Creative valuation solutions are still hard to find in divorce settlements


Every one knows that families have less income now than they did before
these harsh economic times. But, the impact on valuations performed to
help distribute assets in divorces have been particularly profound. This
topic is central to the opening session today at BVR's 2nd Annual Divorce
Summit.

At the most basic level, courts are starting to see testimony about whether
any employment opportunities still exist. Judge Jacquiline Silbermann
comments that recruitment experts are now showing up as expert witnesses in
some trials.

"Valuators have a situation now where, if the reasonable compensation number
stays high, and revenues drop, you have no operating margin left," comments
Bill Morrison. "You then start to raise questions about whether your
valuing a going concern." So, one of the things that's changing most
dramatically is the question of reasonable comp--since we're all using old
data mostly collected prior to the recession.

Here's a current New York case that demonstrates the situation: in Simkin v
Simkin, a motion to reopen a determination of equitable distribution was
denied, despite the fact that the couple had a $5.4 million investment with
Bernie Madoff. "Very few motions are being granted to amend child support
or maintenance, at least in New York," comments Silbermann. "And you won't
even get in the door with a motion on equitable distribution" as Simkin
demonstrates.

Another case, Goldman v. Goldman (248 N.J. Supor., AppDiv. 1994)
demonstrates problems in states where the valuation date is the date of
complaint. Goldman owned foreign car dealers, and so, after the date of
complaint, earnings fell as foreign exchange rates made foreign cars less
appealing, and the recession stopped high end car sales. In this case, a
later date was used to value the business to achieve equity.

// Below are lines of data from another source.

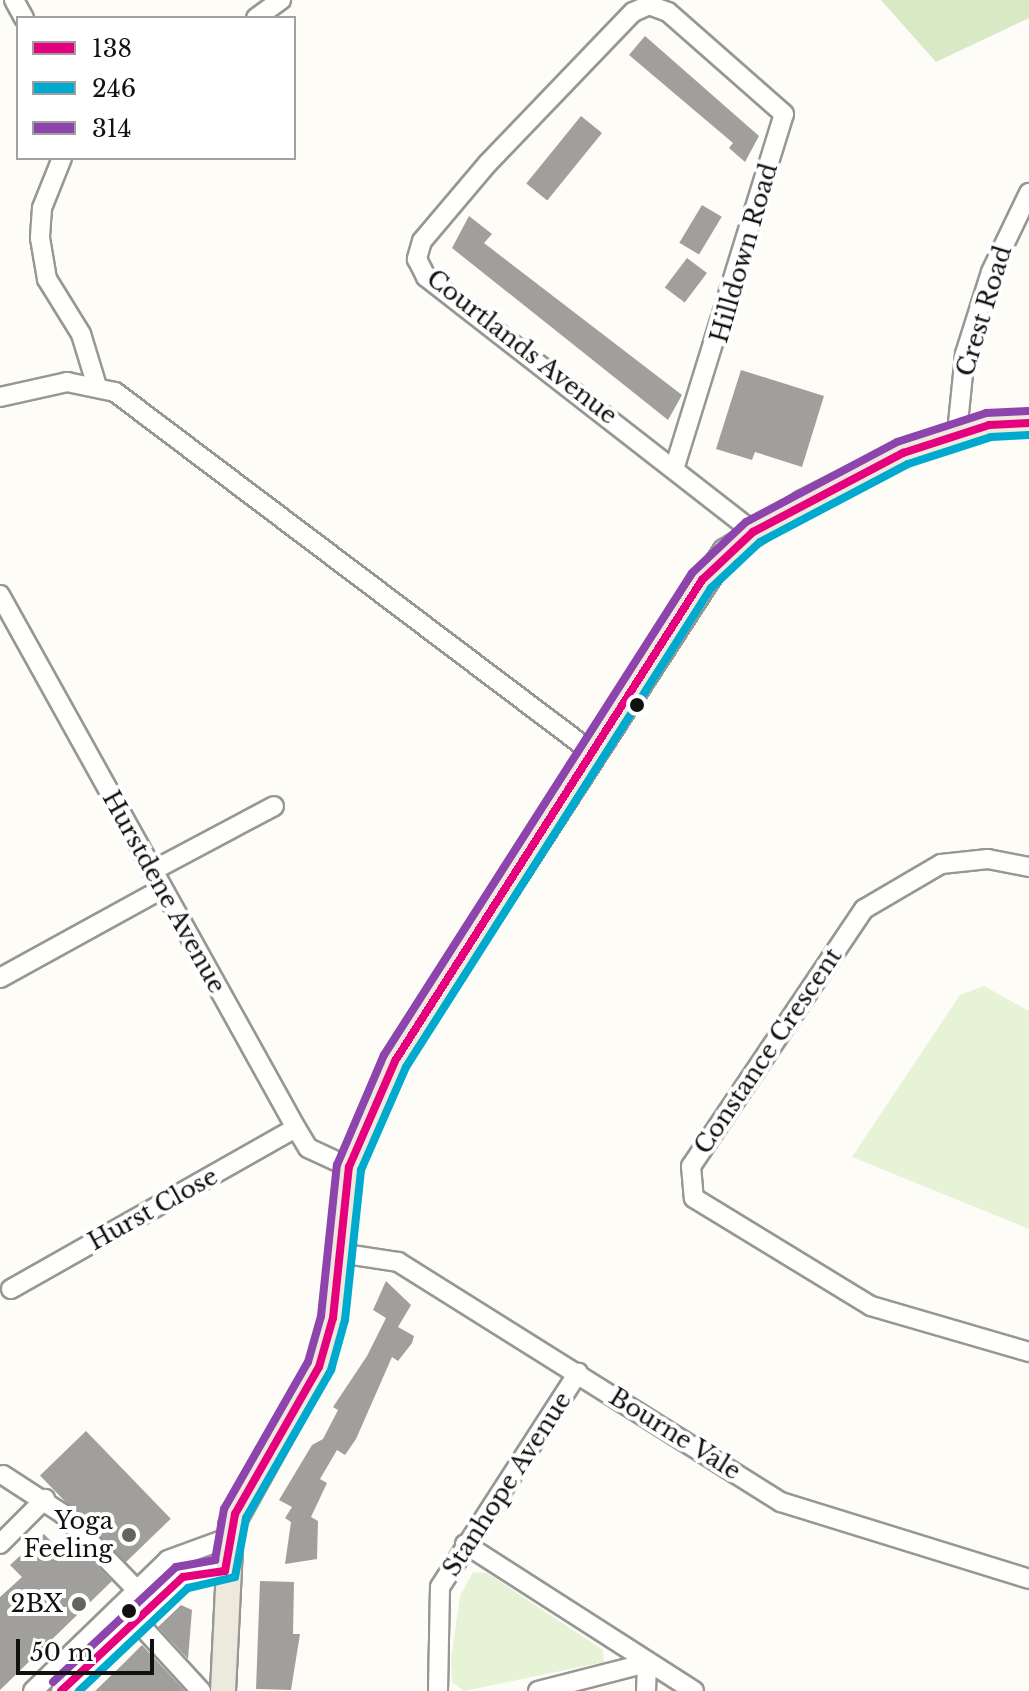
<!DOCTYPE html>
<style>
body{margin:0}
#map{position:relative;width:1029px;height:1691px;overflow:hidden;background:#fdfcf7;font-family:"Libre Baskerville",serif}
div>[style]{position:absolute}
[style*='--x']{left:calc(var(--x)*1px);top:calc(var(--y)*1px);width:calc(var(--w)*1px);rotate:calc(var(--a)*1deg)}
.green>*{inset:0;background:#e7f3d7}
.forest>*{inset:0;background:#d8eac5}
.building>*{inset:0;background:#a19f9c;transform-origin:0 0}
.roads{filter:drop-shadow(2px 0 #979795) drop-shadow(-2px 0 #979795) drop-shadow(0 2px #979795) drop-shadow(0 -2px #979795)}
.minor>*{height:18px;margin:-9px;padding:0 9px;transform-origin:9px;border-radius:9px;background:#fffffe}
.major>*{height:24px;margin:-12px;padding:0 12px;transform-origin:12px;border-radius:12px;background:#ede9dc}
.bus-1>*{height:8px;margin:-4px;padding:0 4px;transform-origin:4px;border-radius:4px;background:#e5007d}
.bus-2>*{height:8px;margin:-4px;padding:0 4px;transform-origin:4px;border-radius:4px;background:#00a9ce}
.bus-3>*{height:8px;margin:-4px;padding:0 4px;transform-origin:4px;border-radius:4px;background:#8e44ad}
.dots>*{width:22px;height:22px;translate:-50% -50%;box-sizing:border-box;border:4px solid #fff;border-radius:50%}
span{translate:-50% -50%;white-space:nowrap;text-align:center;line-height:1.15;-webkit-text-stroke:8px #fff;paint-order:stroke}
.street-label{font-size:24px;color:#111}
.poi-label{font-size:24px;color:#111}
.right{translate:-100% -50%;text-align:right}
.legend{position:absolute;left:16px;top:16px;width:280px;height:144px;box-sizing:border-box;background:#fff;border:2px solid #a0a0a0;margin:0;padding:10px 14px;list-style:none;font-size:24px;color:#111}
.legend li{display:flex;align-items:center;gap:16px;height:40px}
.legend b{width:40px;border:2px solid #a0a0a0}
.scale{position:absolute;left:16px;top:1639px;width:138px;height:36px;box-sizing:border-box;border:4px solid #111;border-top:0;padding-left:10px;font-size:24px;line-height:28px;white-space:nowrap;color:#111;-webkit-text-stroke:6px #fff;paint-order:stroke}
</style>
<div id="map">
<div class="green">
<i style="clip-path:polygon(984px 986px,1029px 1011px,1029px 1229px,852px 1157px,960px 995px)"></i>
<i style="clip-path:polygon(473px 1572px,487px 1573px,603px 1650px,604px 1662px,464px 1691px,452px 1682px,451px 1658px,460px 1596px)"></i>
</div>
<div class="forest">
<i style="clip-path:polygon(881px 0,1029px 0,1029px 18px,936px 62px)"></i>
</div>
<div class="building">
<i style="clip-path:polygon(645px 36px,759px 136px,745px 162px,729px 148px,733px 143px,629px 55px)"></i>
<i style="left:581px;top:116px;width:27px;height:87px;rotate:39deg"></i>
<i style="left:702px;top:205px;width:23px;height:44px;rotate:31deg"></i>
<i style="clip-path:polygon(469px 216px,492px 234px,484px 243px,682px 395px,668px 420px,452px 248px)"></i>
<i style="left:687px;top:258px;width:25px;height:37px;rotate:37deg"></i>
<i style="clip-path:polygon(741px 370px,824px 396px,802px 467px,755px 452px,752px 460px,716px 449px)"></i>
<i style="clip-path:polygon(386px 1281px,411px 1305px,398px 1327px,414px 1336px,412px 1343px,398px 1361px,392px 1357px,356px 1439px,345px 1455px,337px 1450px,320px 1479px,327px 1483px,311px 1517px,318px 1521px,317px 1559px,285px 1564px,291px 1522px,285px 1518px,292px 1507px,279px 1500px,312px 1445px,323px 1439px,338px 1410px,333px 1407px,367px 1356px,386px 1318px,373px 1310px)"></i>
<i style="left:86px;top:1431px;width:122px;height:64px;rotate:46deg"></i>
<i style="clip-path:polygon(44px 1534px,57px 1547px,68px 1536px,112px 1581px,0 1690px,0 1597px,22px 1577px,10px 1565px)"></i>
<i style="clip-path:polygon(260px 1581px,294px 1582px,293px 1634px,300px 1634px,291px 1690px,256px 1689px)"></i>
<i style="clip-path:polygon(181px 1605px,192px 1610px,188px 1659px,158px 1627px)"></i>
<i style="clip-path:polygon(142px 1645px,185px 1691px,95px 1691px,123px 1664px)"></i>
</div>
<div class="roads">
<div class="minor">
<i style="--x:14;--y:0;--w:21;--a:61"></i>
<i style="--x:256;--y:18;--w:31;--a:-36"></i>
<i style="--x:62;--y:158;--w:54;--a:111.8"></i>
<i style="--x:42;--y:208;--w:30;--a:94"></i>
<i style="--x:40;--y:238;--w:42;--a:80.3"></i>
<i style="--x:47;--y:279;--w:65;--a:58.3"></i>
<i style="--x:81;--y:334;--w:51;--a:73"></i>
<i style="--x:0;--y:397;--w:69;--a:-12.6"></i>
<i style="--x:67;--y:382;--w:49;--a:11.8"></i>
<i style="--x:115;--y:392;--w:599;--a:37.06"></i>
<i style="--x:957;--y:433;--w:79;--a:-84.2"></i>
<i style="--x:965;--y:354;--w:86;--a:-72.4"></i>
<i style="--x:991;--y:272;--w:88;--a:-64.3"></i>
<i style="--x:675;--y:466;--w:368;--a:-72.8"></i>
<i style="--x:784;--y:114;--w:154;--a:-138.7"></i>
<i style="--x:668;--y:12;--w:20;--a:-160"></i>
<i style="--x:649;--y:5;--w:17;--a:156"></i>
<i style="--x:633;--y:12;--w:209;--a:133.8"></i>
<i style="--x:488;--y:163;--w:102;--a:130.2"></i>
<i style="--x:422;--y:241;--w:19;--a:106"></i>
<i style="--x:417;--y:259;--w:20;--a:63"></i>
<i style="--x:426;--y:277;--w:415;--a:37.9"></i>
<i style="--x:0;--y:595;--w:610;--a:60.95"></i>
<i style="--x:296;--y:1128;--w:23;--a:59"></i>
<i style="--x:308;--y:1148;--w:45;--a:24.9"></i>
<i style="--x:1029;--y:867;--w:42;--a:-169"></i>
<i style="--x:988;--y:859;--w:47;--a:173.9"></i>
<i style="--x:941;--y:864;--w:89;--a:149.7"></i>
<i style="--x:864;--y:909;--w:310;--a:123.9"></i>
<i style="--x:691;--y:1166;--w:32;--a:85"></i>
<i style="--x:694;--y:1198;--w:207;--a:31.4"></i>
<i style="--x:871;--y:1306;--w:165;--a:16.2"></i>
<i style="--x:152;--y:871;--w:138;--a:-28"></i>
<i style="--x:0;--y:978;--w:185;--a:-28.8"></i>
<i style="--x:339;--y:1253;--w:60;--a:8.7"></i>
<i style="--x:398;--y:1262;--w:452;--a:32.1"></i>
<i style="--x:781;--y:1502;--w:260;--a:17.2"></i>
<i style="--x:11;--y:1289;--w:327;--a:-29.5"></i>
<i style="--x:3;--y:1475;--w:72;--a:33"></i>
<i style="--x:63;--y:1514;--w:105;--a:45.8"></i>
<i style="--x:136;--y:1589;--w:30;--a:92"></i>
<i style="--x:135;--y:1619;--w:98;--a:47.5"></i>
<i style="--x:0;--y:1544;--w:64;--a:-45"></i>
<i style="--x:465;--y:1544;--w:272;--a:32.7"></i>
<i style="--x:33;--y:1691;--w:188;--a:-44.1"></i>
<i style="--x:168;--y:1560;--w:64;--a:-20.1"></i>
<i style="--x:61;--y:1691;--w:167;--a:-43.1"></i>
<i style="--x:183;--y:1577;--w:42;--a:-8.1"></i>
<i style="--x:438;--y:1691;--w:104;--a:-88.9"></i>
<i style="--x:440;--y:1587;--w:255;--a:-57.2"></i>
<i style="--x:538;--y:1691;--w:113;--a:-14.4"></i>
<i style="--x:647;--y:1663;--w:28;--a:92"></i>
</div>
<div class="major">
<i style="--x:223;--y:1691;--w:165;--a:-87.2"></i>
<i style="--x:231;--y:1526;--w:182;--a:-61"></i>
<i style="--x:319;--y:1367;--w:51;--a:-74.1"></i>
<i style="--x:333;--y:1318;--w:152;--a:-84"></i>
<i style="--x:349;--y:1167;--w:116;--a:-66.5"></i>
<i style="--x:395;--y:1061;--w:607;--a:-57.04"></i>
<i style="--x:725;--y:552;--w:92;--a:-32.1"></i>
<i style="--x:803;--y:503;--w:112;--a:-26.6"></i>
<i style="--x:903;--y:453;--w:90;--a:-18"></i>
<i style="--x:989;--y:425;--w:40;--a:-2.9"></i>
</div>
</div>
<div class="bus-1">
<i style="--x:61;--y:1691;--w:167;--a:-43.1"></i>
<i style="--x:183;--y:1577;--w:42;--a:-8.1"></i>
<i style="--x:225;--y:1571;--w:58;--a:-80"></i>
<i style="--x:235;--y:1514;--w:169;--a:-60.3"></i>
<i style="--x:319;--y:1367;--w:51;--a:-74.1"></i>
<i style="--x:333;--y:1318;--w:152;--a:-84"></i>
<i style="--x:349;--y:1167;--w:116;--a:-66.5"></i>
<i style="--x:395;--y:1061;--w:571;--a:-57.45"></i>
<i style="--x:702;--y:580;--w:70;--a:-43.3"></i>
<i style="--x:753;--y:532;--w:170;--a:-27.8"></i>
<i style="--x:903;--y:453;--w:90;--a:-18"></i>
<i style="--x:989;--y:425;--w:40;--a:-2.9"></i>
</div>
<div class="bus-2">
<i style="--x:79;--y:1691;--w:150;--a:-43.4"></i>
<i style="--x:188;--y:1588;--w:48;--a:-13.2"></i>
<i style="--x:235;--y:1577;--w:60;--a:-79.4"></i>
<i style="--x:246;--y:1518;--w:171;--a:-60.1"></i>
<i style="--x:331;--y:1370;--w:52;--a:-74.4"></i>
<i style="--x:345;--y:1320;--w:151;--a:-83.9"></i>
<i style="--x:361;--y:1170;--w:112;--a:-66.4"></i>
<i style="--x:406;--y:1067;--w:568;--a:-57.51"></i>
<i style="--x:711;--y:588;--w:67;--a:-43.2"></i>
<i style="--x:760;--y:542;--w:167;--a:-27.8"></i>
<i style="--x:908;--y:464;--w:87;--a:-18"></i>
<i style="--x:991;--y:437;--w:38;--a:-3"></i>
</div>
<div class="bus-3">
<i style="--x:53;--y:1682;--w:168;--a:-43.1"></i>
<i style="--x:176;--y:1567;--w:40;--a:-10"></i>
<i style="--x:215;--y:1560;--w:52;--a:-80"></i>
<i style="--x:224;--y:1509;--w:169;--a:-60.3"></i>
<i style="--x:308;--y:1362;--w:48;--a:-74.2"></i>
<i style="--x:321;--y:1316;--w:152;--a:-84"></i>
<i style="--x:337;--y:1165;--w:120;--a:-66.9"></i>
<i style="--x:384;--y:1055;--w:572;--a:-57.42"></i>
<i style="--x:692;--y:573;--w:74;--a:-43.4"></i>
<i style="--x:746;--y:522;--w:171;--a:-27.9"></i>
<i style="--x:897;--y:442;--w:94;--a:-18"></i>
<i style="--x:986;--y:413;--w:42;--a:-2.7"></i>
</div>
<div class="dots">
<i style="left:637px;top:705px;background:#111"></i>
<i style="left:129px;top:1535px;background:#646362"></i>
<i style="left:79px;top:1604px;background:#646362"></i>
<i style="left:129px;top:1611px;background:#111"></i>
</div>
<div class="street-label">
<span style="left:744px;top:253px;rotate:-74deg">Hilldown Road</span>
<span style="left:984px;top:311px;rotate:-73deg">Crest Road</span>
<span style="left:522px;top:347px;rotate:38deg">Courtlands Avenue</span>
<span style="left:164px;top:892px;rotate:61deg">Hurstdene Avenue</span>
<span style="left:768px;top:1051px;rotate:-56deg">Constance Crescent</span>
<span style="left:153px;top:1209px;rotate:-29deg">Hurst Close</span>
<span style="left:675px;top:1434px;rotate:32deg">Bourne Vale</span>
<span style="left:507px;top:1484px;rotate:-57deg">Stanhope Avenue</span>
</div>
<div class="poi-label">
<span class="right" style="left:113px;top:1535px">Yoga<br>Feeling</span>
<span class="right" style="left:63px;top:1604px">2BX</span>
</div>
<ul class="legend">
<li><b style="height:10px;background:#e5007d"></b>138</li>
<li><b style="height:10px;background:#00a9ce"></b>246</li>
<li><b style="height:10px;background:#8e44ad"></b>314</li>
</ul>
<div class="scale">50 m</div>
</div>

"People hire us to go find the money," says Morrison. "So, we have to help
define reality." Ironically, often the monied spouse is not yet ready to
admit that their stock options are never going to come back, making the
issue of realistic assessment of assets for distribution even more
difficult."

"Another case we're working on now, was a Wall Street guy who made a lot in
'06 and '07, then lost earnings in '08, says Morrision. "So, these people
have spent all their income on lifestyle and fees from the divorce. Now,
the money is gone, and more is owed."

One attendee at BVR's 2nd Annual Divorce Summit has started posting jobs to
see who applies at various salary levels to get a more true market sense of
what reasonable comp is currently. "In the New York City region, you've got
financial people out of work who may not have another career opportunity in
their field, ever," warns Morrison.

Sharyn Maggio also points out that family law valuations are particularly
effected. "You're not seeing deferred comp, phantom stock, stock options,
and the other complex compensation systems--and even 401ks are worth 40% of
what they were," she says.

In states where the valuation date is the date of trial (like Illinois), the
non-monied spouse is trying to delay and delay, hoping that values will come
back, while the monied spouse is trying to settle. "We all have to take
risks and be very creative, including structuring bonuses later," said a
Chicago divorce lawyer. But, "if, as, or when settlement terms are still
very rare," says Silbermann. "Judges tend to want finality."